There were fears the breeding colony at Horsey/Winterton could see multiple pups separated from their mothers or drowned if they were unable to escape the heaving waters and retreat into the dunes.
However the latest seal count by volunteer wardens undertaken today, Thursday, reveals numbers are at the expected levels.
Peter Ansell, chairman of the The Friends of Horsey Seals, said although there were fewer pups than last week many were ready to strike out on their own and there were no reports of orphaned seals washed up further along the coast.
The count revealed there were 270 adults and 182 pups on a three and half mile stretch from Winterton to Waxham.
Last Thursday there were 294 adult seals with 451 pups.
It brings the total number of pups to a record 2,068, against 1,825 last year. Mr Ansell said it was impossible to know how many of the pups had left the beach because they were old enough and how many had perished, but at this point in the season he expected most would have been able to cope.
“The numbers are quite a bit down on last week,” he said. “What we cannot know is how many of them were washed away.
“When we had the big surge before they were all swept all over the place and popping up on Winterton beach.
“It is quite possible that the ones we have lost are the older ones going out to sea because they are old enough and big enough to do so. If we have been affected it will only be by a very small amount.
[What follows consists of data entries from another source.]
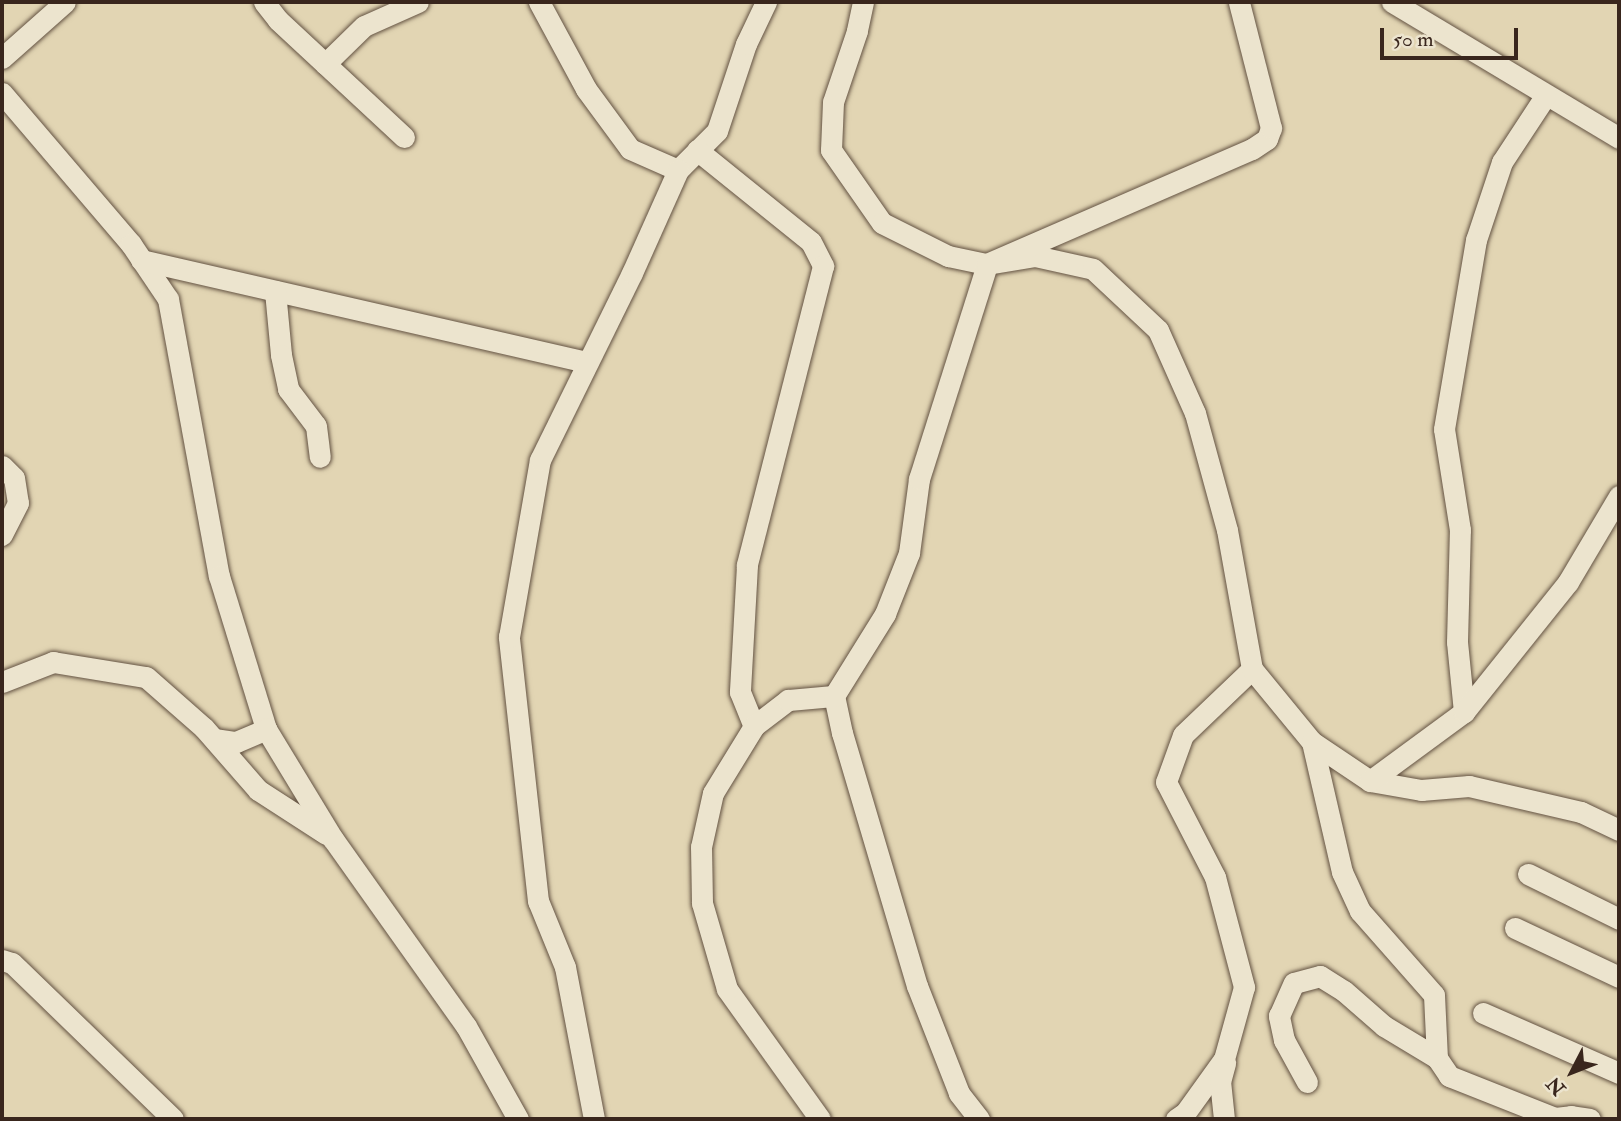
<!DOCTYPE html>
<style>
body{margin:0}
#map{position:relative;width:1621px;height:1121px;overflow:hidden;background:#e2d5b3;font-family:"IM FELL Double Pica",serif}
div>[style]{position:absolute}
.roads{filter:drop-shadow(0 0 2px #635242) drop-shadow(0 0 2px #635242)}
.minor>*{height:21px;margin:-10.5px;padding:0 10.5px;transform-origin:10.5px;border-radius:10.5px;background:#ece4ce}
span{translate:-50% -50%;white-space:nowrap;text-align:center;line-height:1.15;-webkit-text-stroke:5px #ece4ce;paint-order:stroke}
.frame{position:absolute;inset:0;border:4px solid #39261d;pointer-events:none}
.north{position:absolute;left:1537px;top:1037px;width:70px;height:70px;-webkit-text-stroke:5px #ece4ce;paint-order:stroke;rotate:228deg;font-size:19px;font-weight:700;line-height:28px;text-align:center;color:#39261d}
.north::after{content:'';display:block;margin:auto;width:24px;height:32px;background:#39261d;clip-path:polygon(50% 0,100% 100%,50% 72%,0 100%)}
.scale{position:absolute;left:1380px;top:28px;width:138px;height:32px;box-sizing:border-box;border:4px solid #39261d;border-top:0;padding-left:9px;font-size:21px;line-height:24px;white-space:nowrap;color:#39261d;-webkit-text-stroke:5px #ece4ce;paint-order:stroke}
</style>
<div id="map">
<div class="roads">
<div class="minor">
<i style="left:264px;top:2px;width:23px;rotate:52deg"></i>
<i style="left:278px;top:20px;width:172px;rotate:42.9deg"></i>
<i style="left:539px;top:2px;width:99px;rotate:61.6deg"></i>
<i style="left:586px;top:89px;width:74px;rotate:53.7deg"></i>
<i style="left:630px;top:149px;width:52px;rotate:23.6deg"></i>
<i style="left:678px;top:170px;width:55px;rotate:-45deg"></i>
<i style="left:717px;top:131px;width:92px;rotate:-71.6deg"></i>
<i style="left:746px;top:44px;width:47px;rotate:-64.5deg"></i>
<i style="left:863px;top:2px;width:30px;rotate:102deg"></i>
<i style="left:857px;top:31px;width:75px;rotate:108.7deg"></i>
<i style="left:833px;top:102px;width:48px;rotate:92.4deg"></i>
<i style="left:831px;top:150px;width:89px;rotate:55.1deg"></i>
<i style="left:882px;top:223px;width:74px;rotate:26.6deg"></i>
<i style="left:948px;top:256px;width:40px;rotate:12deg"></i>
<i style="left:987px;top:264px;width:49px;rotate:-9.5deg"></i>
<i style="left:1035px;top:256px;width:59px;rotate:12.6deg"></i>
<i style="left:1093px;top:269px;width:89px;rotate:43.2deg"></i>
<i style="left:1158px;top:330px;width:91px;rotate:66deg"></i>
<i style="left:1195px;top:413px;width:121px;rotate:74.7deg"></i>
<i style="left:1227px;top:530px;width:141px;rotate:79.8deg"></i>
<i style="left:1252px;top:669px;width:95px;rotate:136.3deg"></i>
<i style="left:1183px;top:735px;width:50px;rotate:109.9deg"></i>
<i style="left:1166px;top:782px;width:107px;rotate:62.7deg"></i>
<i style="left:1215px;top:877px;width:114px;rotate:75.2deg"></i>
<i style="left:1244px;top:987px;width:75px;rotate:105.5deg"></i>
<i style="left:1224px;top:1059px;width:67px;rotate:125.8deg"></i>
<i style="left:1185px;top:1113px;width:11px;rotate:146deg"></i>
<i style="left:1392px;top:2px;width:265px;rotate:30.9deg"></i>
<i style="left:2px;top:58px;width:84px;rotate:-41.6deg"></i>
<i style="left:325px;top:64px;width:54px;rotate:-44.3deg"></i>
<i style="left:364px;top:26px;width:59px;rotate:-24deg"></i>
<i style="left:2px;top:93px;width:199px;rotate:49.5deg"></i>
<i style="left:131px;top:244px;width:66px;rotate:56.1deg"></i>
<i style="left:168px;top:299px;width:282px;rotate:79.6deg"></i>
<i style="left:219px;top:576px;width:160px;rotate:72.9deg"></i>
<i style="left:266px;top:729px;width:129px;rotate:58.7deg"></i>
<i style="left:333px;top:839px;width:229px;rotate:54.6deg"></i>
<i style="left:466px;top:1026px;width:107px;rotate:60.8deg"></i>
<i style="left:697px;top:150px;width:146px;rotate:38.9deg"></i>
<i style="left:811px;top:242px;width:27px;rotate:63deg"></i>
<i style="left:823px;top:266px;width:309px;rotate:104.3deg"></i>
<i style="left:747px;top:565px;width:127px;rotate:93.2deg"></i>
<i style="left:740px;top:692px;width:37px;rotate:68deg"></i>
<i style="left:141px;top:260px;width:458px;rotate:12.9deg"></i>
<i style="left:275px;top:291px;width:64px;rotate:84.6deg"></i>
<i style="left:281px;top:355px;width:35px;rotate:78deg"></i>
<i style="left:288px;top:389px;width:46px;rotate:52.9deg"></i>
<i style="left:316px;top:426px;width:31px;rotate:83deg"></i>
<i style="left:2px;top:466px;width:17px;rotate:45deg"></i>
<i style="left:14px;top:478px;width:25px;rotate:81deg"></i>
<i style="left:18px;top:503px;width:36px;rotate:117deg"></i>
<i style="left:1252px;top:669px;width:94px;rotate:50.6deg"></i>
<i style="left:1312px;top:742px;width:70px;rotate:33.9deg"></i>
<i style="left:1370px;top:781px;width:52px;rotate:10deg"></i>
<i style="left:1421px;top:790px;width:48px;rotate:-4.8deg"></i>
<i style="left:1469px;top:786px;width:115px;rotate:13.1deg"></i>
<i style="left:1581px;top:812px;width:42px;rotate:25.3deg"></i>
<i style="left:2px;top:682px;width:55px;rotate:-21.4deg"></i>
<i style="left:53px;top:662px;width:94px;rotate:9.2deg"></i>
<i style="left:146px;top:677px;width:77px;rotate:41.3deg"></i>
<i style="left:204px;top:728px;width:82px;rotate:48.9deg"></i>
<i style="left:258px;top:790px;width:81px;rotate:32.9deg"></i>
<i style="left:1464px;top:712px;width:70px;rotate:-95.7deg"></i>
<i style="left:1457px;top:642px;width:112px;rotate:-88.5deg"></i>
<i style="left:1460px;top:530px;width:102px;rotate:-99deg"></i>
<i style="left:1444px;top:429px;width:192px;rotate:-80.4deg"></i>
<i style="left:1476px;top:240px;width:82px;rotate:-71.6deg"></i>
<i style="left:1502px;top:162px;width:80px;rotate:-56.7deg"></i>
<i style="left:214px;top:739px;width:22px;rotate:8deg"></i>
<i style="left:236px;top:742px;width:33px;rotate:-23deg"></i>
<i style="left:1312px;top:742px;width:133px;rotate:77deg"></i>
<i style="left:1342px;top:872px;width:43px;rotate:65.2deg"></i>
<i style="left:1360px;top:911px;width:112px;rotate:48.6deg"></i>
<i style="left:1434px;top:995px;width:63px;rotate:87.3deg"></i>
<i style="left:1437px;top:1058px;width:22px;rotate:56deg"></i>
<i style="left:1449px;top:1076px;width:114px;rotate:21.6deg"></i>
<i style="left:1555px;top:1118px;width:16px;rotate:-7deg"></i>
<i style="left:1571px;top:1116px;width:19px;rotate:9deg"></i>
<i style="left:1370px;top:781px;width:117px;rotate:-36.3deg"></i>
<i style="left:1464px;top:712px;width:166px;rotate:-51.3deg"></i>
<i style="left:1568px;top:582px;width:100px;rotate:-59.3deg"></i>
<i style="left:1528px;top:874px;width:102px;rotate:26.3deg"></i>
<i style="left:1515px;top:928px;width:115px;rotate:25.2deg"></i>
<i style="left:2px;top:960px;width:10px;rotate:17deg"></i>
<i style="left:12px;top:963px;width:224px;rotate:44.1deg"></i>
<i style="left:1483px;top:1013px;width:149px;rotate:23.8deg"></i>
<i style="left:1307px;top:1082px;width:48px;rotate:-118.7deg"></i>
<i style="left:1284px;top:1040px;width:25px;rotate:-102deg"></i>
<i style="left:1279px;top:1016px;width:36px;rotate:-66deg"></i>
<i style="left:1294px;top:983px;width:27px;rotate:-15deg"></i>
<i style="left:1320px;top:976px;width:28px;rotate:32deg"></i>
<i style="left:1344px;top:991px;width:53px;rotate:41.2deg"></i>
<i style="left:1384px;top:1026px;width:62px;rotate:31.1deg"></i>
<i style="left:594px;top:1119px;width:155px;rotate:-100.8deg"></i>
<i style="left:565px;top:967px;width:71px;rotate:-112.2deg"></i>
<i style="left:538px;top:901px;width:266px;rotate:-96.3deg"></i>
<i style="left:509px;top:637px;width:180px;rotate:-80.1deg"></i>
<i style="left:540px;top:460px;width:208px;rotate:-63.8deg"></i>
<i style="left:632px;top:273px;width:113px;rotate:-65.9deg"></i>
<i style="left:820px;top:1119px;width:160px;rotate:-125.6deg"></i>
<i style="left:727px;top:989px;width:90px;rotate:-106.2deg"></i>
<i style="left:702px;top:903px;width:56px;rotate:-91deg"></i>
<i style="left:701px;top:847px;width:55px;rotate:-77.5deg"></i>
<i style="left:713px;top:793px;width:79px;rotate:-58.5deg"></i>
<i style="left:754px;top:726px;width:43px;rotate:-37.4deg"></i>
<i style="left:788px;top:700px;width:46px;rotate:-5deg"></i>
<i style="left:979px;top:1119px;width:33px;rotate:-128deg"></i>
<i style="left:959px;top:1093px;width:115px;rotate:-111.4deg"></i>
<i style="left:917px;top:986px;width:264px;rotate:-106.5deg"></i>
<i style="left:842px;top:733px;width:38px;rotate:-102deg"></i>
<i style="left:834px;top:696px;width:97px;rotate:-58.1deg"></i>
<i style="left:885px;top:614px;width:66px;rotate:-68.5deg"></i>
<i style="left:909px;top:553px;width:75px;rotate:-82.3deg"></i>
<i style="left:919px;top:479px;width:225px;rotate:-72.4deg"></i>
<i style="left:987px;top:264px;width:289px;rotate:-23.5deg"></i>
<i style="left:1252px;top:149px;width:18px;rotate:-34deg"></i>
<i style="left:1267px;top:139px;width:12px;rotate:-70deg"></i>
<i style="left:1271px;top:128px;width:130px;rotate:-104.3deg"></i>
<i style="left:1224px;top:1119px;width:37px;rotate:-96deg"></i>
<i style="left:1220px;top:1082px;width:20px;rotate:-75deg"></i>
</div>
</div>
<div class="frame"></div>
<div class="north">N</div>
<div class="scale">50 m</div>
</div>
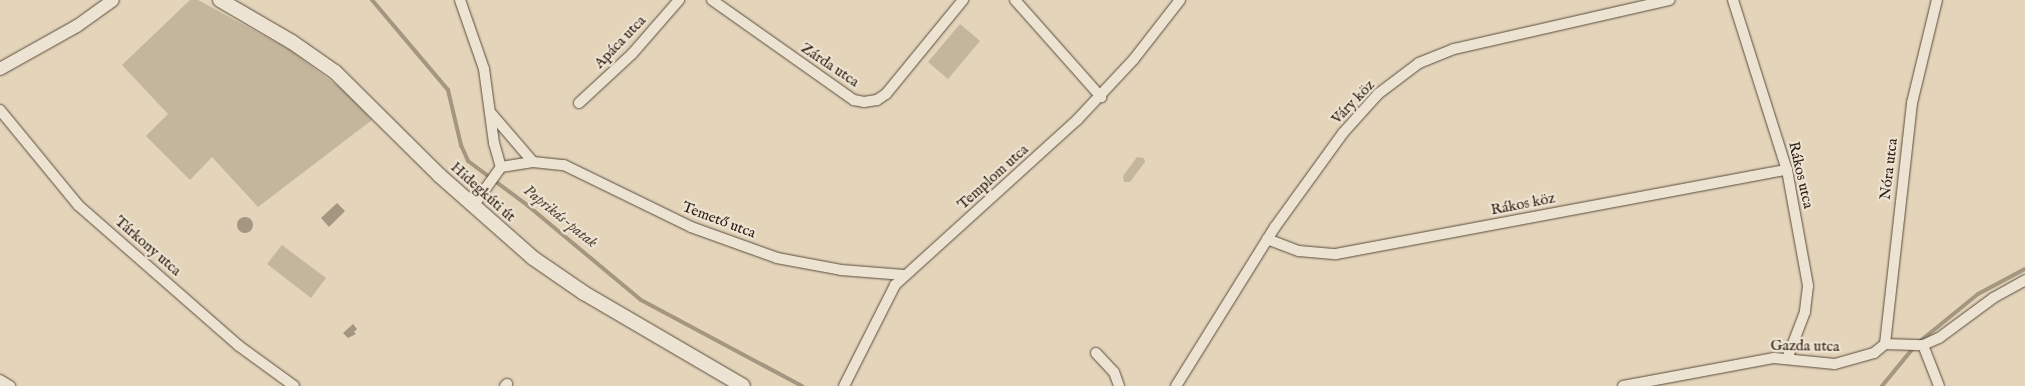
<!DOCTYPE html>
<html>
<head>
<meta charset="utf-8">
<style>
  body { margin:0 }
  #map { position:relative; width:2025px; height:386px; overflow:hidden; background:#e3d4ba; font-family:"IM FELL English",serif }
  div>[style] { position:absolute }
  .green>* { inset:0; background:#c4b59d }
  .water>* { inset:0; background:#a59681 }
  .round { border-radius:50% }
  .stream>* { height:4px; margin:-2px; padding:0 2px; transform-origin:2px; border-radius:2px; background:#a59681 }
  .roads { filter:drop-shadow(0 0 1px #5a4c3c) drop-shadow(0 0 1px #5a4c3c) }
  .minor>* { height:10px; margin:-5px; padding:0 5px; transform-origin:5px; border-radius:5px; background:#ede3d2 }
  .tertiary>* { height:12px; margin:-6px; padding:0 6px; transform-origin:6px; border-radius:6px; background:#ede3d2 }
  .secondary>* { height:14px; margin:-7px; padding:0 7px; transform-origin:7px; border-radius:7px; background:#ede3d2 }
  span { translate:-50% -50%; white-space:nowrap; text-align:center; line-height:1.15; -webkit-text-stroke:4.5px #ede3d2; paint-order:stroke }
  .street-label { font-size:15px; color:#2c1e12 }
  .water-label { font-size:16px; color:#564839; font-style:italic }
</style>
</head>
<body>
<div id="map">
  <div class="green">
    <i style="clip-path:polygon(190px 0,198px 0,290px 50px,347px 93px,372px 120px,258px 207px,212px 157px,190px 180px,146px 136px,168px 114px,122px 65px)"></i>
    <i style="clip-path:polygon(960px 24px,980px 41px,948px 79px,928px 62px)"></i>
    <i style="clip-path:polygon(1137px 157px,1144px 158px,1145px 162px,1130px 182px,1124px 182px,1123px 176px)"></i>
    <i style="clip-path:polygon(282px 245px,326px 278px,311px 298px,267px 264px)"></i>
  </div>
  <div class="water">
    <i style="clip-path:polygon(337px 203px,345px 211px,329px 227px,321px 218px)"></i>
    <i class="round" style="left:237px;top:217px;width:16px;height:16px"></i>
    <i style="clip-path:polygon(353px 324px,357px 329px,354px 332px,356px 334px,348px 338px,343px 333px)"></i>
  </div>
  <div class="stream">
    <i style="left:372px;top:0;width:118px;rotate:49.8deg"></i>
    <i style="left:448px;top:90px;width:57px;rotate:76.7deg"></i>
    <i style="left:461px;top:145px;width:17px;rotate:66deg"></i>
    <i style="left:468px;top:161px;width:74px;rotate:36.7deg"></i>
    <i style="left:527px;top:205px;width:148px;rotate:39.8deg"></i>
    <i style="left:641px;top:300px;width:183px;rotate:28.1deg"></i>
    <i style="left:1919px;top:342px;width:76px;rotate:-39.1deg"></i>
    <i style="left:1978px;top:294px;width:53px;rotate:-28deg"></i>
    <i style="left:1882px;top:386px;width:50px;rotate:-50.6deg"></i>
  </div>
  <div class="roads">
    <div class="minor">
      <i style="left:460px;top:0;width:73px;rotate:70.8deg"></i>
      <i style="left:484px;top:69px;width:75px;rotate:82.3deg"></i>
      <i style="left:494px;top:143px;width:25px;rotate:74deg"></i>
      <i style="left:712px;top:0;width:174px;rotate:35.2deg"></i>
      <i style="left:854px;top:100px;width:10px;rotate:11deg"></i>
      <i style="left:864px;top:102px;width:13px;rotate:-9deg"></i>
      <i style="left:877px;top:100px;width:11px;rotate:-34deg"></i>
      <i style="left:886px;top:94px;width:122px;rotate:-50.7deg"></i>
      <i style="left:1015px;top:0;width:130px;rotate:48.4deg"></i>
      <i style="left:1733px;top:0;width:178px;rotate:72.4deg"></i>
      <i style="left:1787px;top:170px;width:118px;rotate:79.7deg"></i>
      <i style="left:1808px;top:286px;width:26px;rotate:97deg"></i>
      <i style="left:1805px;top:312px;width:50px;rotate:111deg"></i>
      <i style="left:579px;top:103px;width:72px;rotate:-42.8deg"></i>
      <i style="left:632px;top:54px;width:72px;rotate:-49deg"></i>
      <i style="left:0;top:110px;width:123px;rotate:50.6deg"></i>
      <i style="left:78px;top:205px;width:214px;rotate:41.2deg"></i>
      <i style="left:239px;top:346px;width:68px;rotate:36deg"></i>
      <i style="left:490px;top:112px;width:66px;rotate:49.3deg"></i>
      <i style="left:501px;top:167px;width:32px;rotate:-9deg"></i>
      <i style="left:533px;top:162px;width:31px;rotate:6deg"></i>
      <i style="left:564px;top:165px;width:141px;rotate:26deg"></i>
      <i style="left:691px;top:227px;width:91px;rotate:19.8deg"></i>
      <i style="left:777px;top:258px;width:65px;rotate:10.6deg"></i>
      <i style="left:841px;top:270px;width:63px;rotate:4.5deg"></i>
      <i style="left:473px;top:206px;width:48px;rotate:-54.3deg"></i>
      <i style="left:1267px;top:239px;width:34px;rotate:21deg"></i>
      <i style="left:1299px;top:251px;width:37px;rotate:5deg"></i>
      <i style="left:1336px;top:254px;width:459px;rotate:-10.6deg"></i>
      <i style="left:1885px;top:344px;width:243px;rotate:-83.6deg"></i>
      <i style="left:1912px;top:103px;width:106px;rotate:-76.4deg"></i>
      <i style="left:1923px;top:345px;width:44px;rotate:68.7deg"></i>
      <i style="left:1096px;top:353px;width:26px;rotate:47deg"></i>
      <i style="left:1114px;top:372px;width:15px;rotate:70deg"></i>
      <i style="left:0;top:380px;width:12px;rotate:31deg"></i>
      <i style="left:505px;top:386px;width:3px;rotate:-45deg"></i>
      <i style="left:844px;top:386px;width:113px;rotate:-63.2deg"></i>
      <i style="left:895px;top:285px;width:246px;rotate:-42.2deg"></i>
      <i style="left:1077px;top:120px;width:83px;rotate:-46.9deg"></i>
      <i style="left:1134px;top:59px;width:75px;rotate:-52.1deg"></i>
      <i style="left:1176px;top:386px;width:187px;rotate:-58.1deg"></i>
      <i style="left:1275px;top:227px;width:116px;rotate:-54.1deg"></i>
      <i style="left:1343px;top:133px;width:52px;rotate:-48.1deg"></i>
      <i style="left:1378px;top:94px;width:51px;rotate:-37.1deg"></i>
      <i style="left:1419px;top:63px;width:38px;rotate:-22deg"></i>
      <i style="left:1454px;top:49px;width:221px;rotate:-12.8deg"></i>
      <i style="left:1623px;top:386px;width:154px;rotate:-10.5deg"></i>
      <i style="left:1774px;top:358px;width:61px;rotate:5.6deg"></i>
      <i style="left:1835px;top:364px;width:41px;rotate:-15.8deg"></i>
      <i style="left:1874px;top:353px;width:14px;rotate:-39deg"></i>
      <i style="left:1885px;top:344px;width:38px;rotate:2deg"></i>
      <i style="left:1923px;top:345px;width:17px;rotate:-24deg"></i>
      <i style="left:1939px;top:338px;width:67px;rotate:-36.5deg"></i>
      <i style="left:1993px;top:298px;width:37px;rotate:-29deg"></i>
    </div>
    <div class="tertiary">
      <i style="left:0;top:69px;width:88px;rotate:-29.2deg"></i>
      <i style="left:77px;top:26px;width:44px;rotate:-35.8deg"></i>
    </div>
    <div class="secondary">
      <i style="left:220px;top:0;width:83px;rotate:30.3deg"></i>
      <i style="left:292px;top:42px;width:52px;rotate:34.9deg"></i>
      <i style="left:335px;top:72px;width:146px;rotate:44.7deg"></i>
      <i style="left:439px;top:175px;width:125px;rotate:41.4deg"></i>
      <i style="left:533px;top:258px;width:62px;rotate:34.5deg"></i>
      <i style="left:584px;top:293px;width:184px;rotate:30.3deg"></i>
    </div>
  </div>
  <div class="street-label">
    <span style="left:620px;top:42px;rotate:-46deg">Apáca utca</span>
    <span style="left:830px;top:65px;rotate:34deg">Zárda utca</span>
    <span style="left:1353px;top:102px;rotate:-46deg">Váry köz</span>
    <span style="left:1889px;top:169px;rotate:-83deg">Nóra utca</span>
    <span style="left:1801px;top:175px;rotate:77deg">Rákos utca</span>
    <span style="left:993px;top:177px;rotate:-42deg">Templom utca</span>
    <span style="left:483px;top:192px;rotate:42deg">Hidegkúti út</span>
    <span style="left:1523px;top:204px;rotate:-11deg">Rákos köz</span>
    <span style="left:719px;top:220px;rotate:21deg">Temető utca</span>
    <span style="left:148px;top:246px;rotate:41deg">Tárkony utca</span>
    <span style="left:1805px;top:346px;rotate:1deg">Gazda utca</span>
  </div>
  <div class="water-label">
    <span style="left:560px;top:217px;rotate:39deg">Paprikás-patak</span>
  </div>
</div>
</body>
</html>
During the tidal surge of 2013 when the breeding season was in full swing up to 400 animals were affected, only around 100 of which were found.
There are still 90 seals at Winterton which is not roped off and people are asked to take care.
With most of this year’s offspring now fending for themselves there are reckoned around 8,000 pups out in the sea trying to fish.
Mr Ansell was keen to remind people they could pop up on beaches anywhere along the coast to rest and needed to be left alone.
“They need to come ashore to sleep and rest and they can come ashore anywhere, so if people see the odd pup here and there it is resting and certainly doesn’t want to be disturbed and chased back into the sea.
“If they look fat and healthy leave them alone.”